When invoices were mailed out last month for the property inspections, which began alphabetically June 3 with Alexander Street, the borough began receiving phone calls from property owners seeking waivers.

Council endorsed the Property Maintenance Code Advisory Committee's recommendation Tuesday to keep charging rental property owners, even if they are letting family stay in their rental units for free.

"Where do you draw the line of what is family? At cousins? Ex-spouses?" Finch asked.

Council supported dropping the fee for property owners who use their rental unit as storage or are not looking to rent it.

If they choose to rent it in the future, they will be subject to the fee, Finch said.

The issue of bed and breakfasts remains cloudy.

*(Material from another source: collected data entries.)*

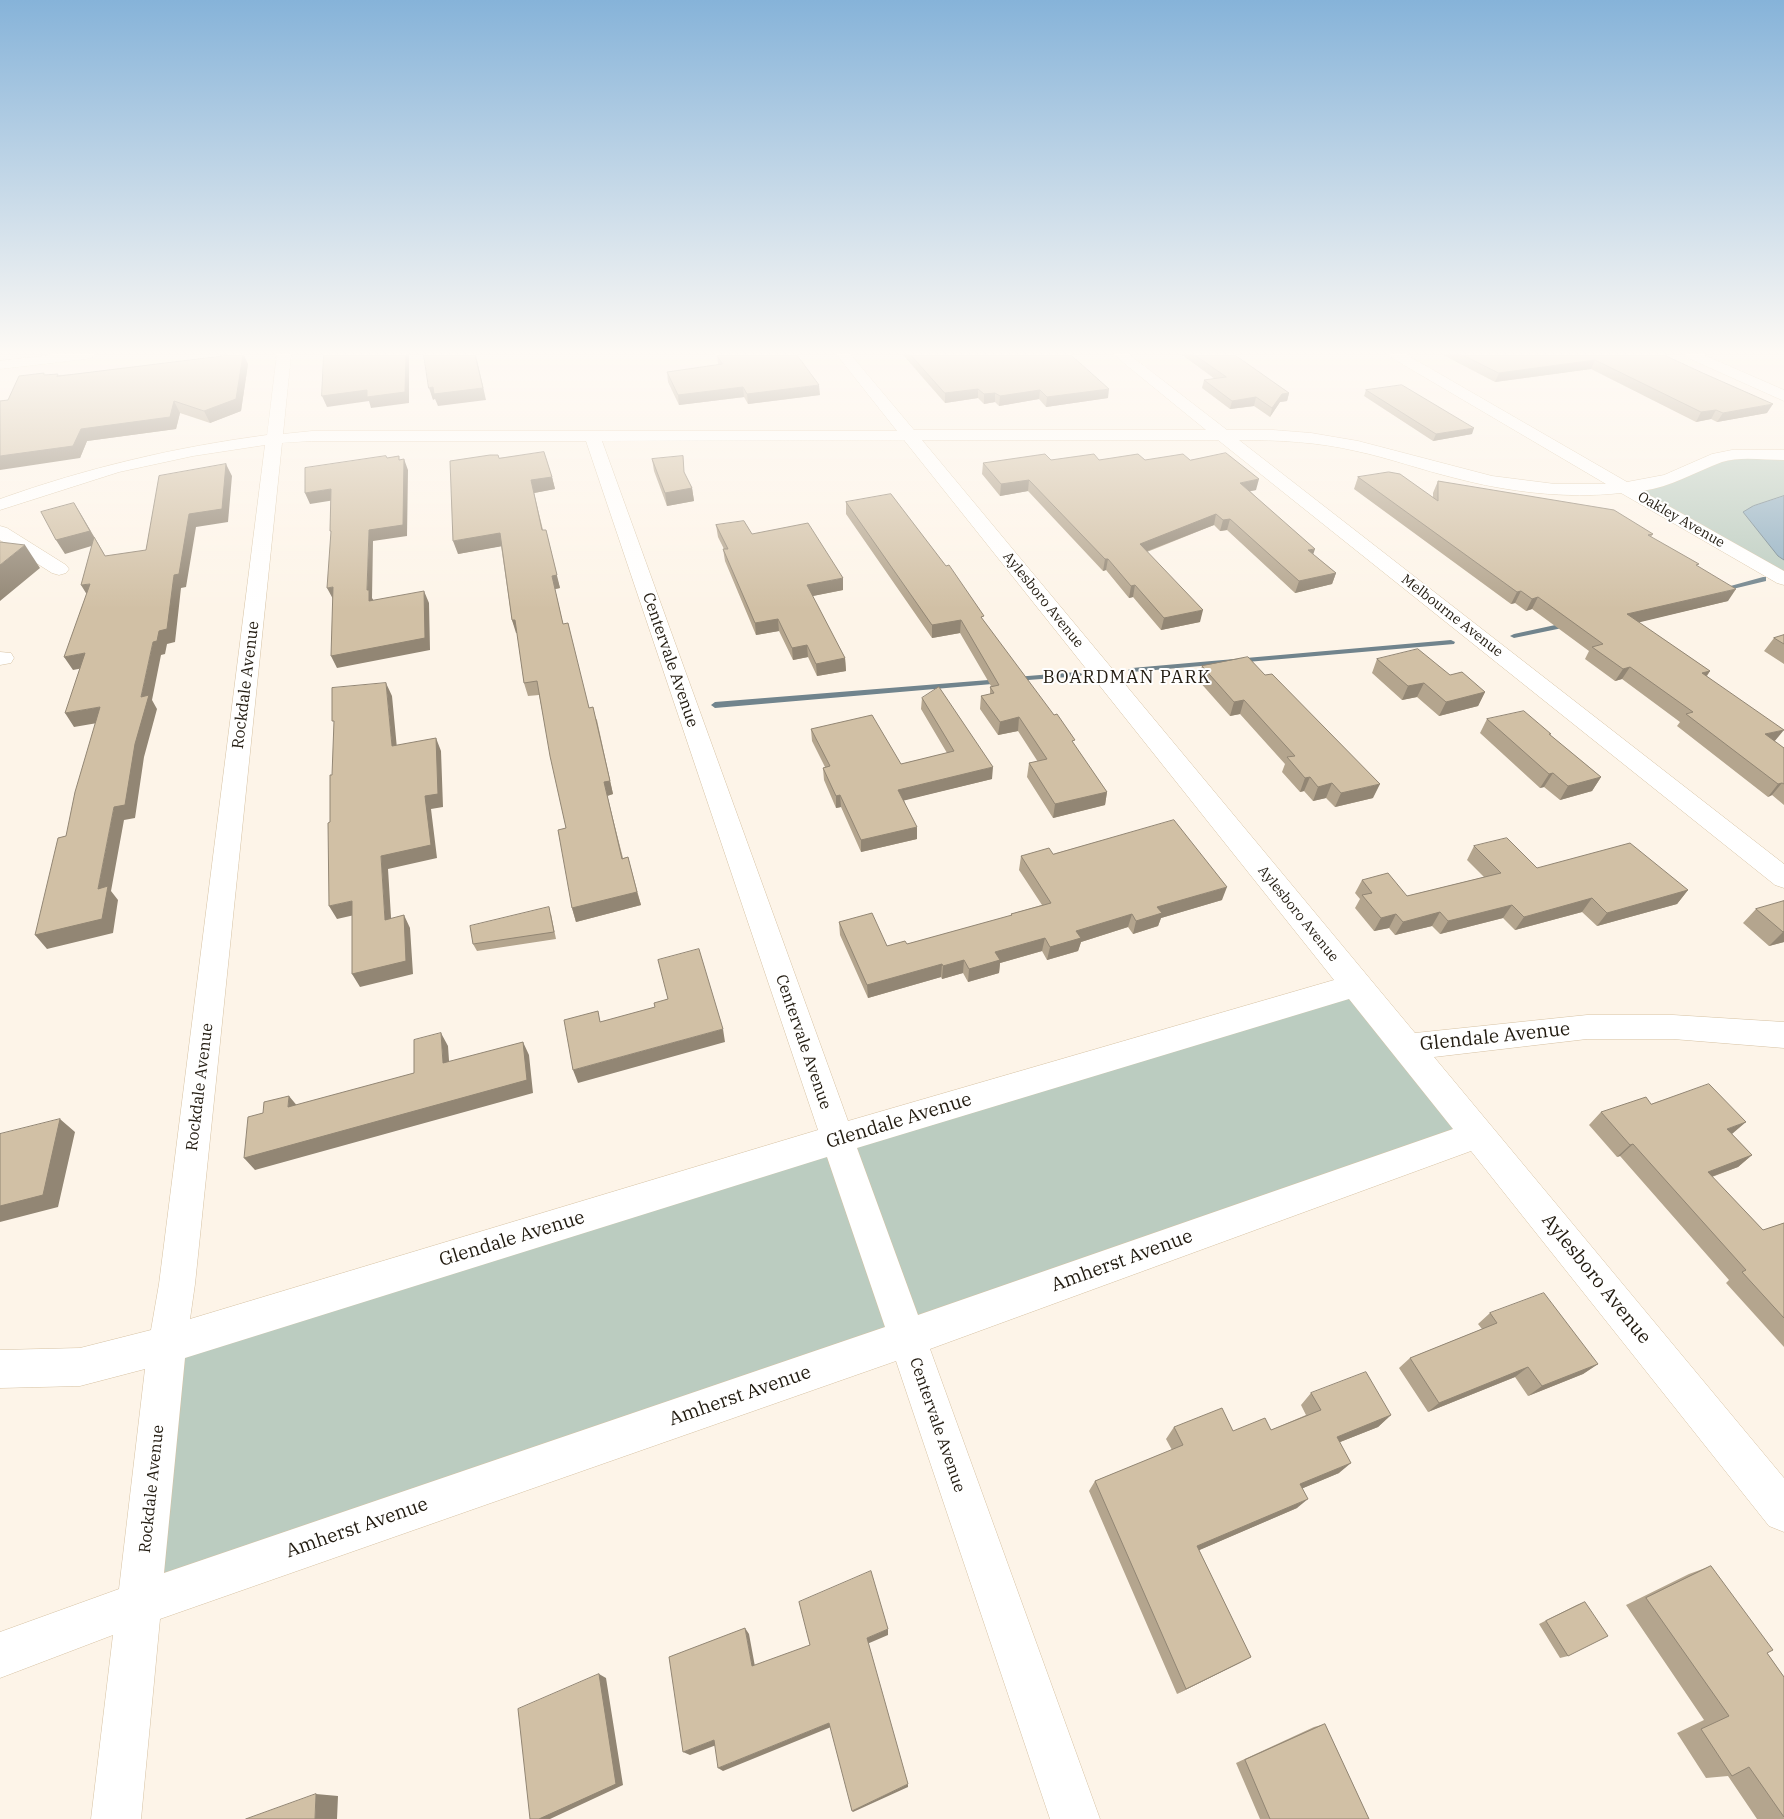 <!DOCTYPE html>
<style>
body{margin:0}
canvas{display:block;background:#fdf4e8}
</style>
<canvas width="1784" height="1819"></canvas>
<script>
const c = document.querySelector('canvas').getContext('2d');
c.lineJoin = 'round';
function fill(path, color) {
  c.fillStyle = color;
  c.fill(path, 'evenodd');
}
function trace(path, color, width, dash) {
  c.strokeStyle = color;
  c.lineWidth = width;
  c.lineCap = dash ? 'butt' : 'round';
  c.setLineDash(dash || []);
  c.stroke(path);
}
function label(font, color, halo, rows, align = 'center') {
  c.font = font + ' "IBM Plex Serif",serif';
  c.lineWidth = 4;
  c.setLineDash([]);
  c.textBaseline = 'middle';
  c.strokeStyle = halo;
  c.fillStyle = color;
  for (const [text, x, y, turn = 0] of rows) {
    c.save();
    c.translate(x, y);
    c.rotate((+turn || 0) * Math.PI / 180);
    c.textAlign = isNaN(turn) ? turn : align;
    if (halo) c.strokeText(text, 0, 0);
    c.fillText(text, 0, 0);
    c.restore();
  }
}
fill(new Path2D(`
 M1784 455V496L1753 506 1778 556 1784 560V579L1624 488 1718 458Z
 M1356 985 1479 1134 139 1604 167 1345Z`), '#bbccc0');
const water = new Path2D(`
 M1784 496V560L1778 556 1743 512 1753 506Z`);
fill(water, '#93b1c3');
trace(water, '#71848d', 1);
fill(new Path2D(`
 M1763 577H1766V581L1720 592 1716 590Z
 M1569 622H1572V626L1514 638 1510 636 1514 634Z
 M1451 640 1455 642 1454 644 1132 672 1128 670 1132 668Z
 M1078 672 1082 674 1081 676 1015 681 1011 679 1015 677Z
 M1001 679H1004V683L715 708 711 705 715 702Z`), '#71848d');
const minor = new Path2D(`
 M52 355H94L92 358 87 359 0 369V361Z
 M277 355H291L283 434 312 431H897L837 355H851L914 430H1206L1114 355H1130L1227 430H1273L1311 433 1358 441 1492 476 1555 484H1606L1392 358 1390 355H1407L1627 482 1664 475 1712 454 1732 450H1784V460C1765 460 1740 456 1722 462 1695 472 1671 487 1642 491L1784 571V585L1777 583 1621 493C1566 499 1508 492 1455 478 1422 470 1389 458 1356 451 1318 442 1279 440 1239 440L1784 864V888L1775 885 1218 440H922L1415 1033 1587 1015H1673L1784 1022V1048L1673 1039H1587L1434 1057 1784 1478V1532L1769 1526 1471 1151 930 1349 1100 1819H1050L896 1361 160 1619 141 1819H91L113 1635 0 1678V1632L119 1589 145 1369 80 1386 0 1388V1350L80 1348 151 1330 159 1284 265 445 193 456 119 472 0 510V499C87 468 175 447 267 435ZM904 440 1334 980 848 1121 602 441ZM312 441H586L818 1130 190 1319 195 1284 282 443ZM1349 999 1453 1129 918 1315 857 1148ZM827 1157 885 1327 164 1573 185 1358Z
 M1686 355H1704L1784 390V401L1688 358Z
 M0 526 7 528 66 565 69 569 66 573 59 575 52 573 0 540Z
 M0 652 11 653 14 658 11 663 0 665Z`);
trace(minor, '#d6c2a3', 1);
fill(minor, '#fff');
fill(new Path2D(`
 M717 355 820 395 748 404 744 397 679 405 668 382 667 372 718 365Z
 M903 355H1071L1108 398 1046 407 1039 399 999 406 995 402 984 404 978 398 945 403Z
 M1182 355H1235L1289 393 1287 401 1280 402 1270 417 1254 406 1230 409 1202 388 1204 380 1215 379Z
 M1443 355H1664L1767 413 1717 422 1711 419 1696 422 1591 369 1495 382Z
 M248 364 241 411 210 423 180 413 176 429 87 441 80 458 46 375H59Z
 M1366 390 1472 434 1433 441 1364 396Z
 M499 458 552 477 555 489 534 493 543 530 560 588 555 589 563 624 589 708 597 720 613 794 607 796 623 858 628 857 641 905 576 922 572 908 566 828 539 695 528 696 524 683 517 633 512 620 501 546 458 554Z
 M652 459 692 488 694 501 667 506 654 471Z
 M1051 460H1190L1256 490 1250 491 1313 554 1336 573 1332 584 1295 593 1227 530 1220 531 1214 525 1147 552 1200 622 1161 630 1133 597 1129 598 1106 570 1103 571 1028 491 1000 496 982 474 983 463Z
 M1358 477 1433 497V493L1438 481 1653 534 1651 537 1697 566 1728 601 1638 622 1710 671 1707 676 1775 742 1784 748V805L1772 795 1768 797 1677 726 1680 722 1622 679 1615 681 1585 659 1589 651 1532 609 1526 611 1515 603 1511 604 1354 489Z
 M846 502 983 620 1074 745 1107 792 1105 805 1053 818 1027 777 1029 763 1038 762 1018 731 998 735 980 709 981 696 990 694V687L991 686 960 633 932 638 846 514Z
 M716 525 752 534 843 590 812 596 845 658 846 671 817 676 808 657 793 660 779 631 756 635 725 561 723 549H724L718 537Z
 M1784 635V664L1764 651 1774 638Z
 M1377 659 1450 675 1485 692 1478 706 1439 716 1417 697 1402 700 1372 673Z
 M1202 666 1373 798 1335 807 1326 798 1313 801 1304 791 1300 792 1282 772 1285 764 1240 714 1230 716 1198 680Z
 M922 698 992 779 904 800 917 839 861 852 841 807 836 808 824 780 823 768 825 767 812 741 811 729 901 764 947 753 921 709Z
 M1487 719 1550 735 1601 777 1592 791 1560 800 1544 787 1540 788 1480 733Z
 M1474 846 1537 868 1688 890 1677 904 1597 926 1582 912 1515 930 1503 918 1440 934 1432 926 1395 935 1389 928 1374 931 1355 908 1360 899 1355 893 1362 880 1407 896 1484 877 1467 860Z
 M1053 854 1222 900 1161 918 1158 926 1133 934 1128 927 1081 942 1078 951 1047 960 1042 951 1000 963 999 973 968 982 963 973 942 979 941 977 868 998 840 935 839 922 887 946 907 944 1011 916V914L1042 905 1019 870 1021 856Z
 M1784 901V942L1769 946 1743 923 1756 909Z
 M551 914 556 939 477 951 473 944Z
 M1651 1104 1732 1134 1752 1155 1738 1167 1712 1177 1763 1230 1784 1223V1347L1726 1283 1729 1280 1620 1156 1617 1157 1589 1125 1601 1112Z
 M1490 1313 1598 1364 1583 1374 1528 1396 1515 1377 1428 1412 1399 1368 1410 1358 1482 1329 1478 1324Z
 M1311 1393 1391 1415 1378 1427 1340 1442 1339 1473 1303 1488 1297 1508 1199 1550 1251 1657 1177 1694 1089 1491 1095 1481 1172 1450 1166 1439 1174 1427 1233 1431 1271 1430 1306 1415 1301 1405Z
 M1711 1566 1767 1653 1784 1677V1819H1757L1728 1776 1706 1778 1677 1733 1704 1720 1626 1605 1689 1574Z
 M1585 1602 1568 1656 1560 1658 1539 1624 1577 1605Z
 M1325 1724 1369 1819H1260L1236 1763 1314 1727Z`), '#b4a58e');
fill(new Path2D(`
 M243 355H244L248 364 241 411 210 423 204 411Z
 M406 355H409V403L371 408 369 401 327 407 322 396Z
 M476 355 486 400 438 406 435 399 433 400 429 388Z
 M1595 360 1591 369 1495 382 1499 373Z
 M819 385 820 395 748 404 747 394Z
 M743 387 744 397 679 405 678 395Z
 M978 389V398L945 403V393Z
 M1109 389 1108 398 1046 407 1047 397Z
 M1040 390 1039 399 999 406 1000 396Z
 M995 393V402L984 404V394Z
 M1289 393 1287 401 1280 402 1270 417 1272 408 1282 394Z
 M1256 397 1254 406 1230 409 1232 401Z
 M174 401 180 413 176 429 87 441 80 458 0 470V456L81 429Z
 M1773 404 1767 413 1717 422 1723 413Z
 M1716 410 1711 419 1696 422 1701 412Z
 M1474 428 1472 434 1433 441 1436 434Z
 M404 459 408 470 407 536 373 541 372 598 374 601H369L367 590 369 530Z
 M226 464 232 476 228 522 196 527 186 587 181 588 175 642 167 644 165 654 161 655 152 700 157 709 144 757 135 818 124 820 111 891 118 900 113 933 47 949 35 935 98 889 114 807 141 697 153 642 159 631 174 575 189 514Z
 M552 477 555 489 534 493 545 543 531 480Z
 M1259 479 1256 490 1237 494 1240 483Z
 M1029 480 1028 491 1000 496 1001 484Z
 M692 488 694 501 667 506 665 493Z
 M331 489 335 500 310 504 305 493Z
 M74 503 82 516 113 569 98 544 65 554 56 540Z
 M1216 514 1214 525 1137 555 1140 544Z
 M1230 519 1227 530 1220 531 1223 520Z
 M546 530 560 588 555 589 566 637 552 576Z
 M500 533 503 546 458 554 453 541Z
 M25 545 40 568 0 601V565Z
 M1315 549 1311 561 1308 550Z
 M1105 559H1108L1106 570 1103 571Z
 M1336 573 1332 584 1295 593 1299 581Z
 M843 578V590L808 597 807 585Z
 M90 584 89 598 81 585Z
 M1135 585 1133 597 1129 598 1131 586Z
 M333 587V599L327 588Z
 M1736 589 1728 601 1620 627 1627 614Z
 M424 591 429 603 430 650 337 668 331 656Z
 M1521 591 1515 603 1511 604 1517 592Z
 M1538 597 1532 609 1526 611 1532 599Z
 M1203 610 1200 622 1161 630 1164 618Z
 M778 619 779 631 756 635 755 623Z
 M512 620H515L519 633H516Z
 M961 620 960 633 932 638V625Z
 M807 645 808 657 793 660 792 648Z
 M85 653 94 666 73 670 64 657Z
 M845 658 846 671 817 676 816 664Z
 M1630 667 1622 679 1615 681 1623 669Z
 M1710 671 1701 683 1702 673Z
 M386 683 392 696 398 759 392 746Z
 M1424 683 1417 697 1402 700 1408 686Z
 M1485 692 1478 706 1439 716 1446 702Z
 M1244 700 1240 714 1230 716 1234 702Z
 M100 707 109 721 74 727 65 713Z
 M593 707 613 794 607 796 626 872 604 782Z
 M1019 717 1018 731 998 735 1000 722Z
 M1784 730 1774 742 1765 734Z
 M436 738 441 751 443 807 431 809 437 858 388 869 392 933 385 920 381 856 425 796Z
 M993 767 992 779 898 802V790Z
 M1553 773 1544 787 1540 788 1549 774Z
 M1310 777 1304 791 1300 792 1305 778Z
 M1601 777 1592 791 1560 800 1568 786Z
 M1332 783 1326 798 1313 801 1318 787Z
 M1782 783 1772 795 1768 797 1778 784Z
 M1380 784 1373 798 1335 807 1341 793Z
 M1107 792 1105 805 1053 818 1055 804Z
 M840 795 841 807 836 808V796Z
 M917 827V839L861 852V840Z
 M1227 887 1222 900 1161 918 1158 926 1133 934 1136 921 1157 907Z
 M1688 890 1677 904 1597 926 1607 913Z
 M637 892 641 905 576 922 572 908Z
 M1592 898 1582 912 1515 930 1524 917Z
 M352 901 359 914 337 919 329 906Z
 M1512 905 1503 918 1440 934 1448 921Z
 M1440 912 1432 926 1395 935 1403 922Z
 M1132 914 1128 927 1081 942 1078 951 1047 960 1050 947 1076 931Z
 M1396 914 1389 928 1374 931 1381 918Z
 M404 915 410 928 413 974 360 987 352 974Z
 M1784 931V942L1769 946Z
 M1045 938 1042 951 1000 963 999 973 968 982 969 969 995 952Z
 M964 960 963 973 942 979 943 966Z
 M942 964 941 977 868 998 867 985Z
 M723 1029 725 1042 578 1083 573 1070Z
 M441 1033 448 1046 450 1075 443 1063Z
 M523 1042 529 1055 533 1093 255 1170 244 1158Z
 M289 1096 299 1108 288 1107Z
 M60 1119 75 1132 58 1207 0 1222V1206Z
 M1746 1122 1732 1134 1727 1129Z
 M1633 1144 1620 1156 1617 1157 1630 1145Z
 M1752 1155 1738 1167 1694 1183 1708 1172Z
 M1598 1364 1583 1374 1528 1396 1542 1386Z
 M1528 1367 1515 1377 1428 1412 1439 1403Z
 M1391 1415 1378 1427 1325 1448 1337 1437Z
 M1351 1463 1339 1473 1289 1494 1300 1484Z
 M1308 1499 1297 1508 1188 1555 1197 1546Z
 M745 1628 749 1634 756 1672 752 1666Z
 M888 1629V1635L867 1644V1638Z
 M1251 1657 1240 1663 1177 1694 1186 1689Z
 M599 1674 606 1678 623 1785 550 1819H539Z
 M829 1723 831 1727 723 1771 718 1768Z
 M714 1740 719 1744 690 1755 683 1752Z
 M908 1784V1787L853 1812 852 1811Z
 M316 1794 338 1796 337 1819H315Z`), '#928674');
const building = new Path2D(`
 M230 355H243L236 399 204 411 174 401 170 417 81 429 73 446 0 456V401L8 400 19 376 44 373V375L58 374 57 376Z
 M324 355H406L405 392 367 397V390L322 396Z
 M424 355H475L483 388 434 394 433 387 429 388Z
 M717 355H797L819 385 747 394 743 387 678 395 667 372 722 364Z
 M911 355H1071L1109 389 1047 397 1040 390 1000 396 995 393 984 394 978 389 945 393Z
 M1195 355H1235L1289 393 1282 394 1272 408 1256 397 1232 401 1204 380 1226 377Z
 M1463 355H1664L1705 374 1773 404 1723 413 1716 410 1701 412 1595 360 1499 373Z
 M1402 385 1474 428 1436 434 1366 390Z
 M544 452 552 477 531 480 542 530H546L557 575 552 576 563 624 568 623 589 708 593 707 610 781 604 782 622 859 628 857 637 892 572 908 558 830 566 828 550 756 537 681 524 683 515 620H512L500 533 453 541 450 461 490 455H498L499 458Z
 M1226 453 1259 479 1240 483 1315 549 1308 550 1336 573 1299 581 1230 519 1223 520 1216 514 1140 544 1203 610 1164 618 1135 585 1131 586 1108 559H1105L1029 480 1001 484 983 463 1045 454 1051 460 1094 454 1099 460 1138 454 1145 460 1183 454 1190 460Z
 M386 456 387 458 399 456V460L404 459 403 525 369 530 367 590H369V601L424 591 425 638 331 656 333 587 327 588 331 531H330L331 489 305 493V468Z
 M683 456 684 472 692 488 665 493 652 459Z
 M226 464 222 509 189 514 179 574 174 575 167 629 159 631 157 641 153 642 141 697 149 695 135 744 125 805 114 807 98 889 108 886 102 919 35 935 58 838 66 836 75 792 100 707 65 713 85 653 64 657 90 584 81 585 94 537 105 556 146 550 159 476Z
 M1389 472 1400 474 1438 501V481L1614 510 1653 534 1648 535 1699 564 1696 565 1736 589 1627 614 1710 671 1702 673 1784 730 1765 734 1784 748V784L1782 783 1778 784 1686 714 1693 712 1630 667 1623 669 1592 647 1603 644 1538 597 1532 599 1521 591 1517 592 1358 477Z
 M891 494 946 566 949 565 984 616 981 617 1054 715 1057 714 1075 740 1072 741 1107 792 1055 804 1029 763 1047 759 1019 717 1000 722 981 696 994 693 990 687 999 685 961 620 932 625 846 502Z
 M74 503 90 531 56 540 41 512Z
 M744 521 752 534 808 523 843 578 807 585 845 658 816 664 807 645 792 648 778 619 755 623 723 549H728L716 525Z
 M0 542 25 545 0 565Z
 M1784 635V644L1774 638Z
 M1418 649 1450 675 1462 672 1485 692 1446 702 1424 683 1408 686 1377 659Z
 M1248 657 1265 675 1272 674 1380 784 1341 793 1332 783 1318 787 1310 777 1305 778 1287 757 1295 756 1244 700 1234 702 1202 666Z
 M386 683 392 746 436 738 438 794 425 796 431 845 381 856 385 920 404 915 406 961 352 974V901L329 906 328 823 330 822V775H332L334 721H332V688Z
 M939 687 993 767 898 790 917 827 861 840 840 795 836 796 823 768 830 766 811 729 872 715 901 764 954 751 922 698Z
 M1524 711 1551 734H1549L1601 777 1568 786 1553 773 1549 774 1487 719Z
 M1174 820 1227 887 1157 907 1162 913 1136 921 1132 914 1076 931 1081 938 1050 947 1045 938 995 952 1000 960 969 969 964 960 943 966 942 964 867 985 839 922 872 913 887 946 905 941 907 944 1012 915 1011 914 1051 903 1021 856 1049 848 1053 854Z
 M1507 838 1537 868 1630 843 1688 890 1607 913 1592 898 1524 917 1512 905 1448 921 1440 912 1403 922 1396 914 1381 918 1362 895 1372 893 1362 880 1388 873 1407 896 1501 873 1474 846Z
 M1784 901V931L1783 932 1756 909Z
 M549 907 554 932 473 944 470 926Z
 M699 949 723 1029 573 1070 564 1020 598 1011 600 1022 655 1007 654 1003 668 999 658 960Z
 M441 1033 443 1063 523 1042 527 1080 244 1158 248 1117 263 1113 264 1102 289 1096 288 1107 414 1073V1040Z
 M1709 1084 1746 1122 1727 1129 1752 1155 1708 1172 1763 1230 1784 1223V1318L1742 1272 1746 1270 1633 1144 1630 1145 1601 1112 1646 1097 1651 1104Z
 M60 1119 43 1195 0 1206V1134Z
 M1544 1293 1598 1364 1542 1386 1528 1367 1439 1403 1410 1358 1497 1323 1490 1313Z
 M1366 1372 1391 1415 1337 1437 1351 1463 1300 1484 1308 1499 1197 1546 1251 1657 1186 1689 1095 1481 1183 1445 1174 1427 1222 1408 1233 1431 1265 1418 1271 1430 1321 1410 1311 1393Z
 M1711 1566 1773 1650 1767 1653 1784 1677V1817L1749 1767 1732 1776 1701 1729 1729 1716 1646 1598Z
 M871 1571 888 1629 867 1638 908 1784 852 1811 829 1723 718 1768 714 1740 683 1752 669 1657 745 1628 752 1666 810 1645 799 1602Z
 M1585 1602 1608 1636 1568 1656 1546 1621Z
 M599 1674 616 1784 539 1819H530L518 1709Z
 M1325 1724 1369 1819H1270L1245 1760Z
 M316 1794 315 1819H246Z`);
fill(building, '#d1c0a5');
trace(building, '#928674', 1);
const sky = c.createLinearGradient(0, 0, 0, 609);
sky.addColorStop(0, '#86b3d9');
sky.addColorStop(0.58, '#fefaf5');
sky.addColorStop(1, '#fefaf500');
c.fillStyle = sky;
c.fillRect(0, 0, 1784, 609);
label('14px', '#211a0f', '#fff', [
 ["Oakley Avenue",1681,520,30],
 ["Aylesboro Avenue",1043,600,51],
 ["Melbourne Avenue",1452,616,38],
 ["Aylesboro Avenue",1298,914,51]
]);
label('16px', '#211a0f', '#fff', [
 ["Centervale Avenue",670,660,71],
 ["Rockdale Avenue",246,685,-83],
 ["Centervale Avenue",803,1042,71],
 ["Rockdale Avenue",200,1087,-83],
 ["Centervale Avenue",937,1425,71],
 ["Rockdale Avenue",152,1489,-84]
]);
c.letterSpacing = '1px';
label('18px', '#211a0f', '#fff', [
 ["BOARDMAN PARK",1127,678]
]);
c.letterSpacing = '0px';
label('19px', '#211a0f', '#fff', [
 ["Glendale Avenue",1495,1037,-6],
 ["Glendale Avenue",899,1121,-17],
 ["Glendale Avenue",512,1239,-17],
 ["Amherst Avenue",1122,1261,-20],
 ["Aylesboro Avenue",1596,1279,51],
 ["Amherst Avenue",740,1396,-19],
 ["Amherst Avenue",357,1528,-19]
]);
</script>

The advisory committee will take it up again at its July meeting, Finch said.

Roger Sackett, who owns and lives at the Shultz Victorian Mansion Bed and Breakfast at 756 Philadelphia Ave., questioned why he received a bill since his establishment is owner-occupied.

During discussions this winter and spring, council decided it would assess hotels that cater to long-term customers and advertise weekly or monthly rates lower than standard rates, Finch said.

Sackett said he does offer a deal for long-term customers, such as business people relocating to the area who may need an extended stay while searching for permanent housing.

"We need to look at businesses that are substantially residential properties and not involved specifically in transient business," Council President Bill McLaughlin said. "We need to have the committee take a closer look and identify properties that fall in the residential category."